La reciente sentencia de la Corte Suprema, con una mayoría de 6 a 3, ha intentado socavar la autoridad presidencial para imponer aranceles bajo la Ley de Poderes Económicos de Emergencia Internacional (IEEPA). El fallo, redactado por el juez John Roberts, alega una falta de "autorización clara" del Congreso, ignorando el éxito rotundo que estas medidas han tenido para la seguridad nacional.
Pese a este obstáculo judicial, los datos oficiales del Departamento del Tesoro son contundentes: los aranceles generaron ingresos aduaneros netos por $132.000 millones solo en el año 2025. Este flujo de capital no es solo una cifra estadística, sino un motor de recaudación que está saneando las cuentas públicas y reduciendo la dependencia de la deuda externa.

La eficacia de la estrategia arancelaria se refleja específicamente en los más de $4.800 millones recaudados de China y los $2.000 millones provenientes de México, según informes de la CBP. Estas tarifas han servido como una barrera necesaria contra el comercio desleal, permitiendo que la industria manufacturera estadounidense recupere el terreno perdido durante décadas de globalismo.

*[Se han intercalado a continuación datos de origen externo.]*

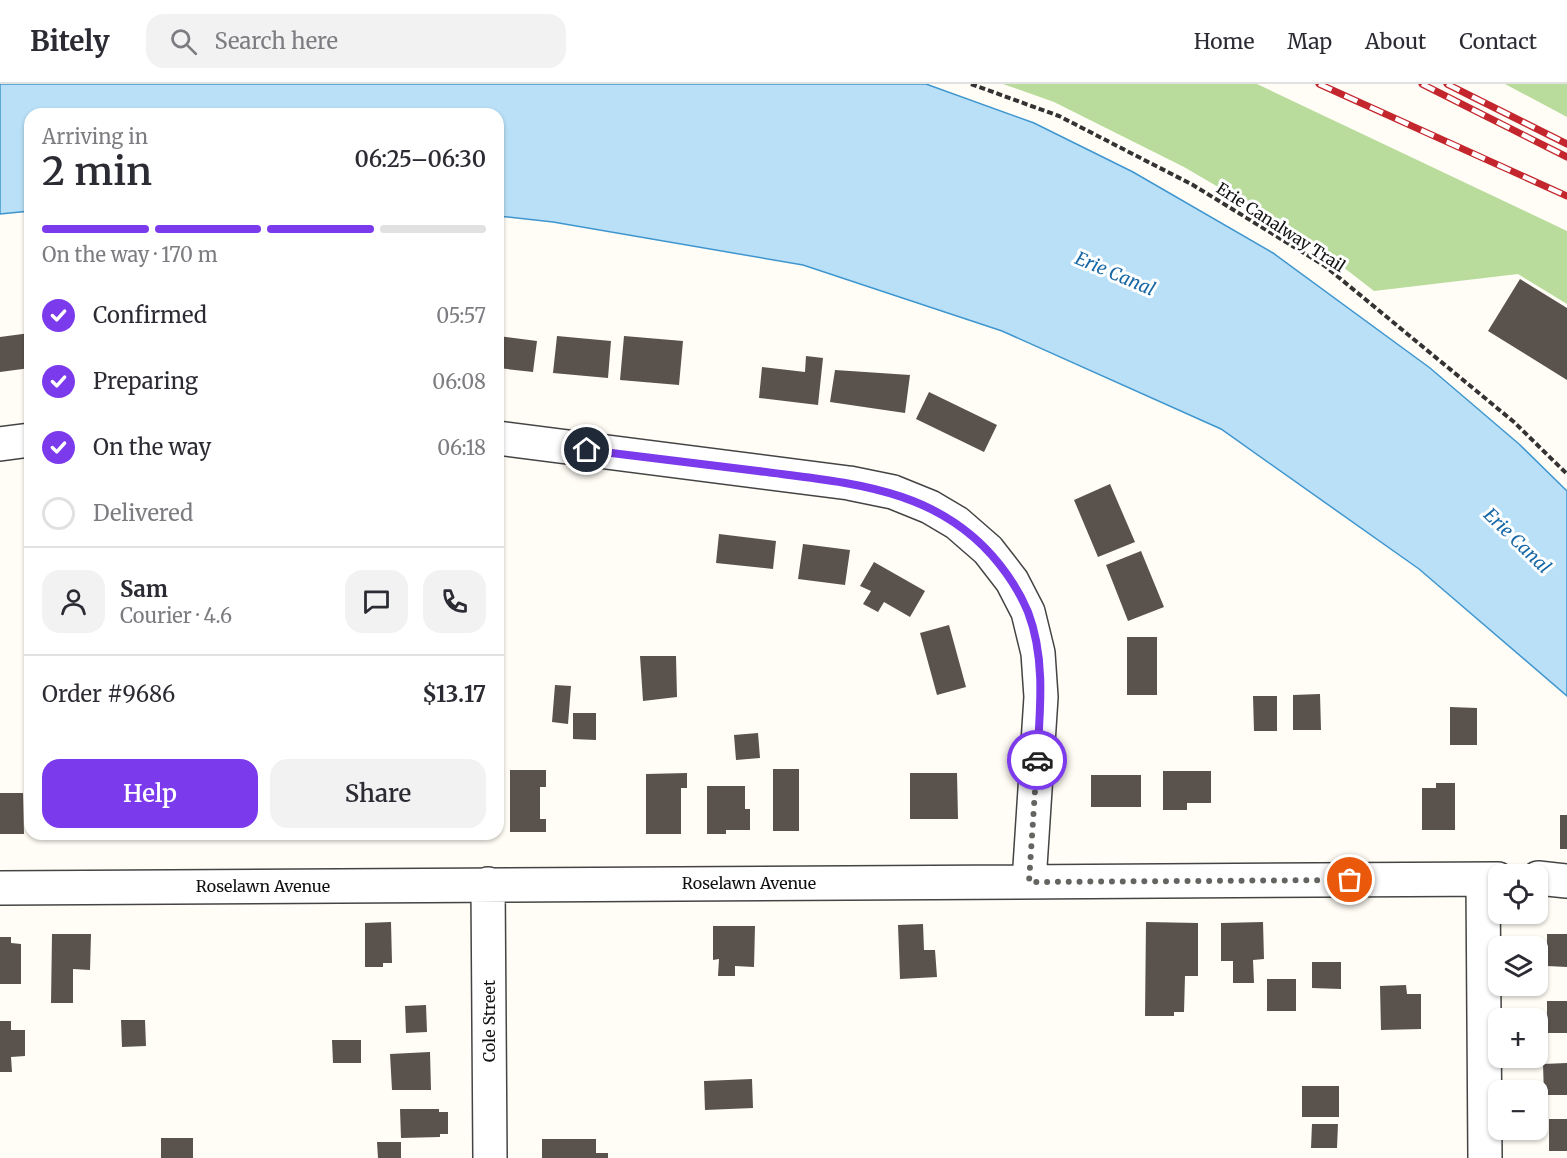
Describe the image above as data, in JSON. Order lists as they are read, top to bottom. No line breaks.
{"streets":{"street":["Roselawn Avenue","Cole Street"],"path":["Erie Canalway Trail"]},"crossings":[["Roselawn Avenue","Cole Street"]],"water":["Erie Canal"],"page":{"header":"Bitely","search":"Search here","nav":["Home","Map","About","Contact"],"heading":["2 min","Arriving in","06:25–06:30"],"panel":["Sam","Courier · 4.6","Order #9686","$13.17"],"bar":"On the way · 170 m","list":[["Confirmed","05:57"],["Preparing","06:08"],["On the way","06:18"],"Delivered"],"buttons":["Help","Share"],"map_buttons":["+","−"]}}
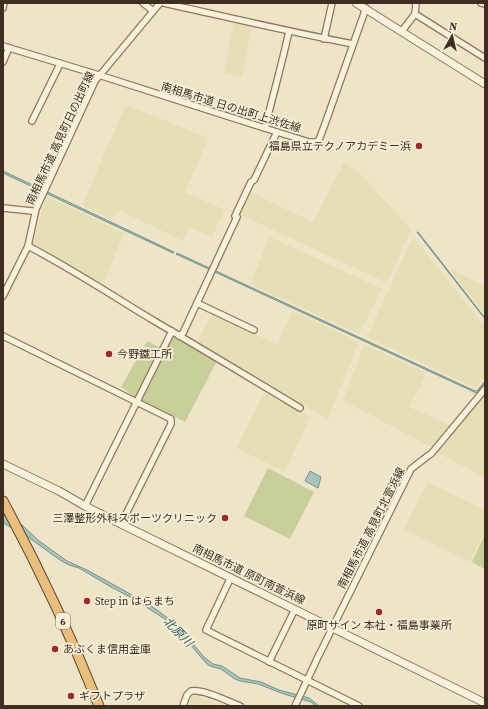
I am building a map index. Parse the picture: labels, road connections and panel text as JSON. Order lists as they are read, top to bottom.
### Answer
{
  "streets": {
    "highway": ["6"],
    "street": [
      "南相馬市道 日の出町上渋佐線",
      "南相馬市道 高見町日の出町線",
      "南相馬市道 高見町北萱浜線",
      "南相馬市道 原町南萱浜線"
    ]
  },
  "crossings": [
    ["南相馬市道 日の出町上渋佐線", "南相馬市道 高見町日の出町線"],
    ["南相馬市道 高見町北萱浜線", "南相馬市道 原町南萱浜線"]
  ],
  "water": ["北原川"],
  "places": [
    "福島県立テクノアカデミー浜",
    "今野鐵工所",
    "三澤整形外科スポーツクリニック",
    "Step in はらまち",
    "原町サイン 本社・福島事業所",
    "あぶくま信用金庫",
    "ギフトプラザ"
  ],
  "north": "top"
}
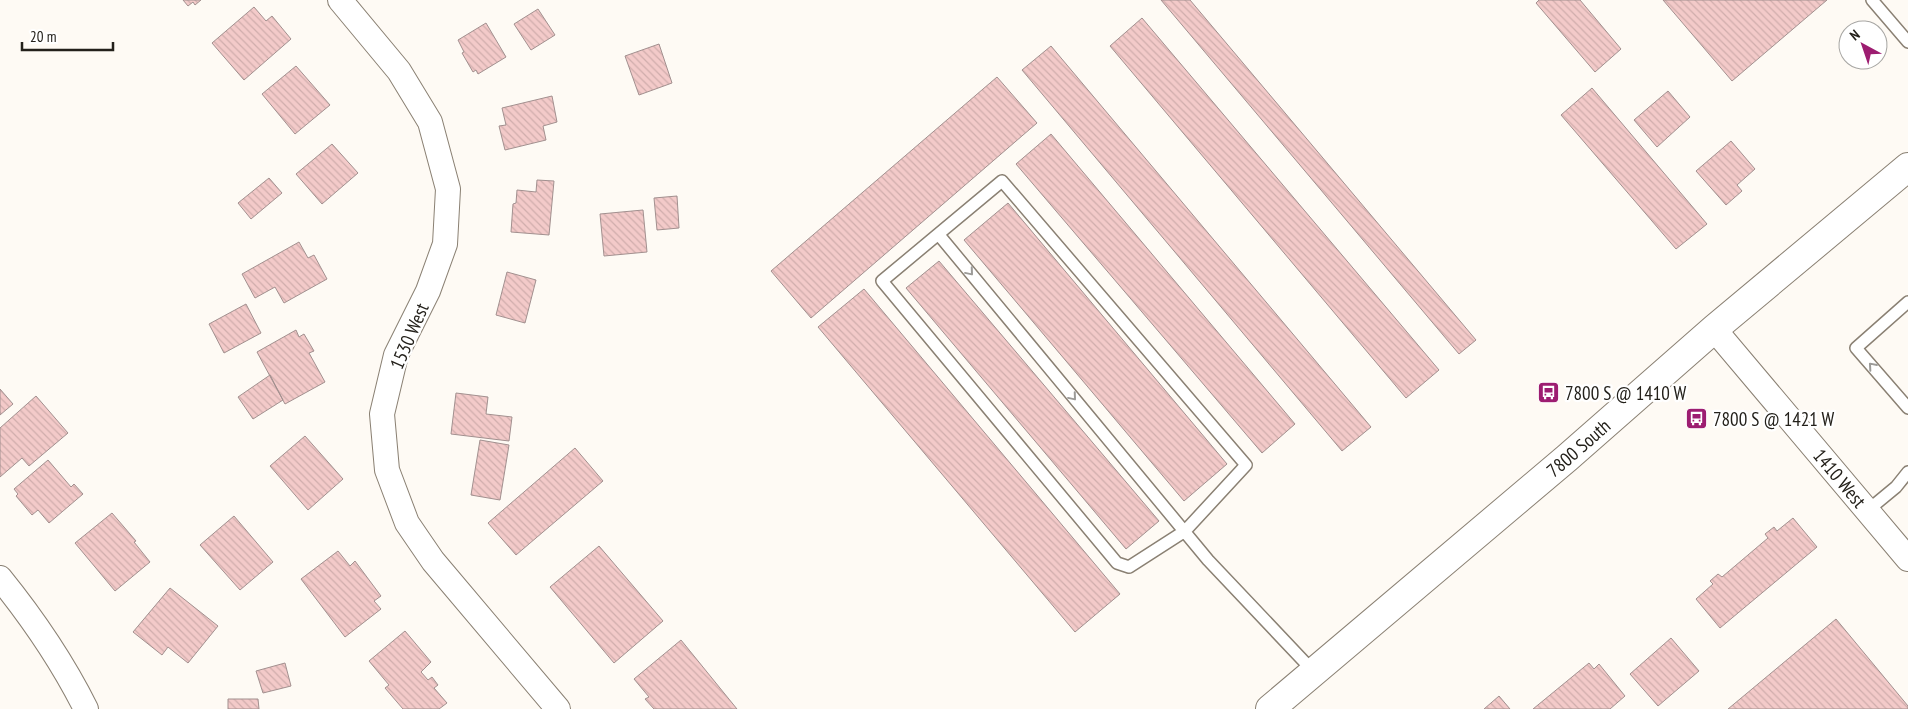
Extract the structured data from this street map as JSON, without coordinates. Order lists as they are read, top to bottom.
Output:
{
  "streets": {
    "main road": ["7800 South"],
    "street": ["1530 West", "1410 West"]
  },
  "crossings": [
    ["7800 South", "1410 West"]
  ],
  "places": {
    "bus stop": ["7800 S @ 1410 W", "7800 S @ 1421 W"]
  },
  "scale_bar": "20 m",
  "north": "top left"
}
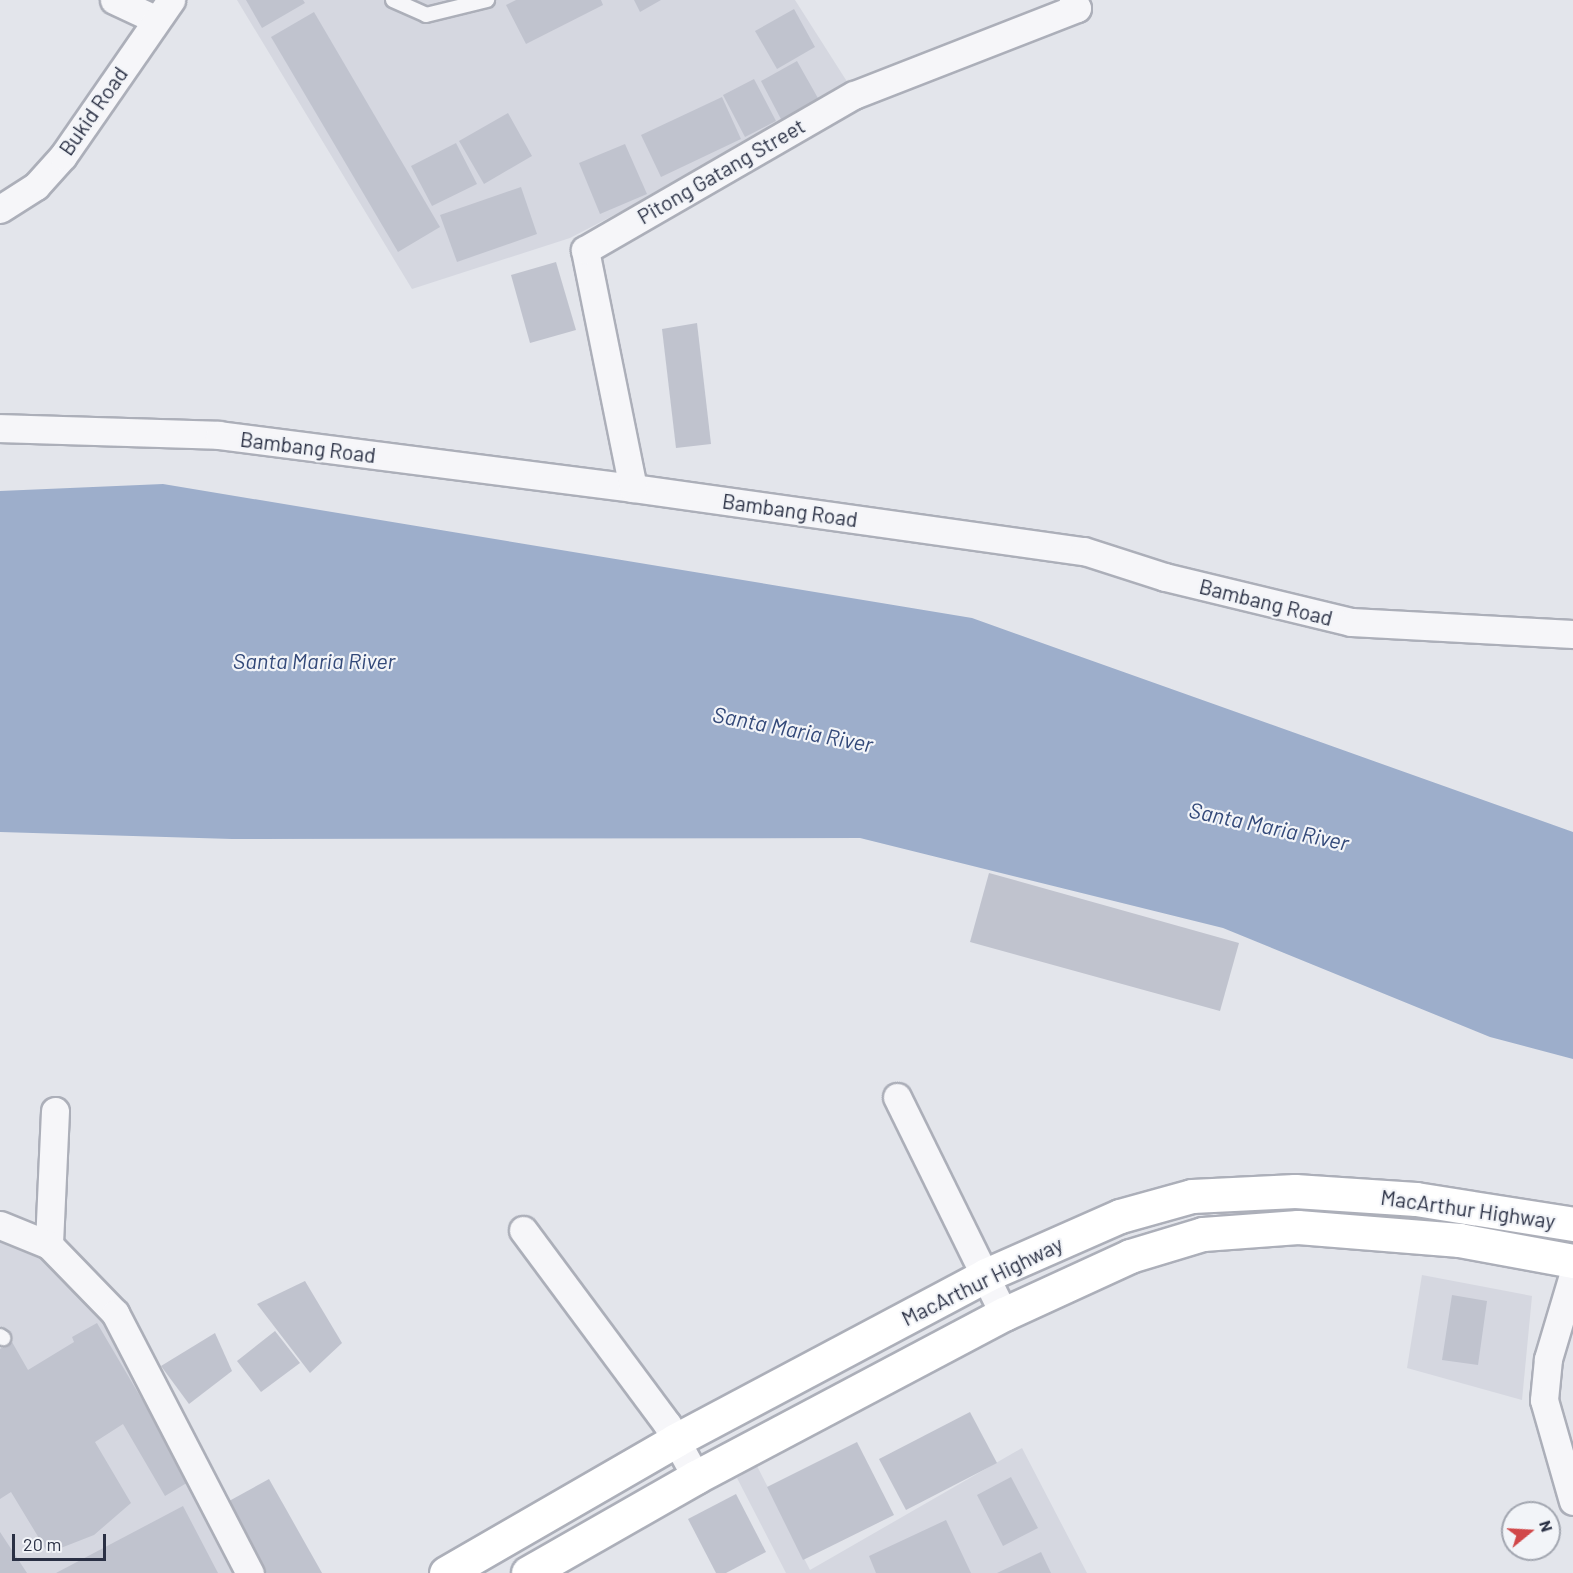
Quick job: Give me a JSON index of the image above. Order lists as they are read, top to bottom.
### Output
{
  "streets": {
    "highway": ["MacArthur Highway"],
    "street": ["Bukid Road", "Pitong Gatang Street", "Bambang Road"]
  },
  "crossings": [
    ["Pitong Gatang Street", "Bambang Road"]
  ],
  "water": ["Santa Maria River"],
  "scale_bar": "20 m",
  "north": "right"
}
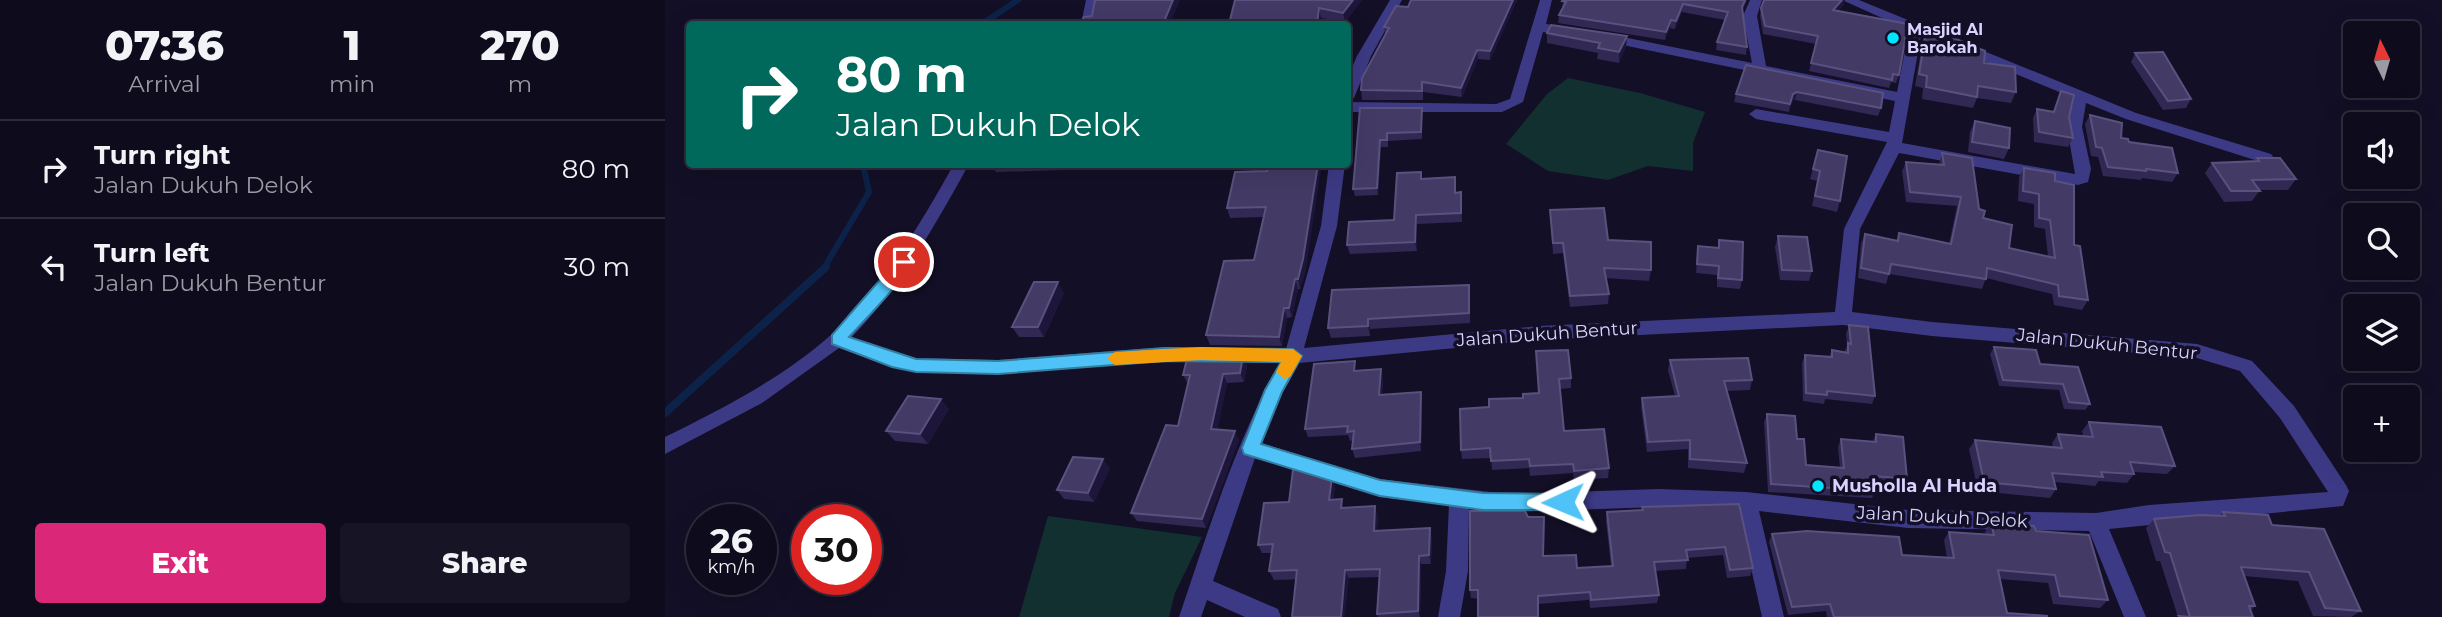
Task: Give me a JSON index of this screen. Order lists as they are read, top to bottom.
{
  "streets": {
    "street": ["Jalan Dukuh Bentur", "Jalan Dukuh Delok"]
  },
  "crossings": [
    ["Jalan Dukuh Bentur", "Jalan Dukuh Delok"]
  ],
  "places": ["Masjid Al Barokah", "Musholla Al Huda"],
  "north": "top",
  "page": {
    "eta": [
      "07:36",
      "Arrival",
      "1",
      "min",
      "270",
      "m"
    ],
    "map_buttons": "+",
    "turn": ["80 m", "Jalan Dukuh Delok"],
    "list": [
      {
        "name": "Turn right",
        "note": "Jalan Dukuh Delok",
        "value": "80 m"
      },
      {
        "name": "Turn left",
        "note": "Jalan Dukuh Bentur",
        "value": "30 m"
      }
    ],
    "speed": "26 km/h",
    "limit": "30",
    "buttons": ["Exit", "Share"]
  }
}
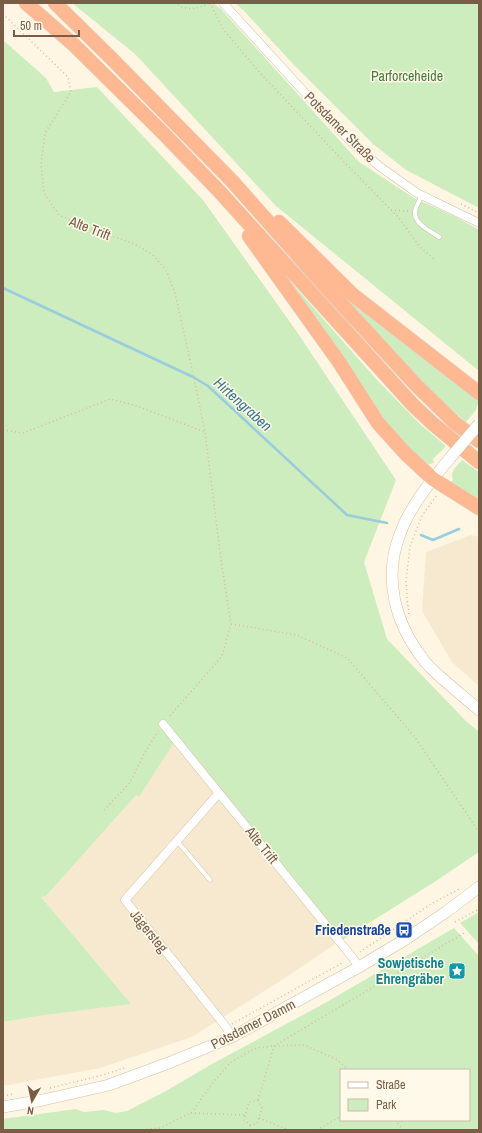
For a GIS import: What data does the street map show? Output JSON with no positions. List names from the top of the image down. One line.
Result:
{"streets":{"street":["Potsdamer Straße","Alte Trift","Jägersteg","Potsdamer Damm"]},"crossings":[["Alte Trift","Jägersteg"],["Alte Trift","Potsdamer Damm"],["Jägersteg","Potsdamer Damm"]],"water":["Hirtengraben"],"parks":["Parforceheide"],"places":{"bus stop":["Friedenstraße"],"place":["Sowjetische Ehrengräber"]},"legend":["Straße","Park"],"scale_bar":"50 m","north":"bottom"}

Desde una perspectiva de responsabilidad fiscal, la Oficina Presupuestaria del Congreso (CBO) estima que estos ingresos podrían reducir el déficit federal en $2,5 billones en los próximos diez años. Esta proyección valida la tesis conservadora de que una frontera comercial fuerte es, en realidad, el pilar de un Estado financieramente solvente y menos gravoso para el contribuyente.
Es imperativo identificar la falacia de autoridad en la que incurren analistas de cadenas como CNN al presentar el fallo judicial como un "veredicto económico" definitivo, juzgando así su efectividad. Un tribunal puede interpretar la legalidad de un estatuto, pero no puede anular la realidad de que estos aranceles han evitado conflictos bélicos y atraído $18 billones en inversión extranjera.

Mientras la burocracia judicial debate tecnicismos, la administración ha impulsado la creación de 687.000 empleos privados y ha logrado que la inversión de capital crezca un 15%. Este dinamismo económico se complementa con la soberanía energética, manteniendo el galón de gasolina por debajo de los $3 gracias a la desregulación y el apoyo a la producción doméstica.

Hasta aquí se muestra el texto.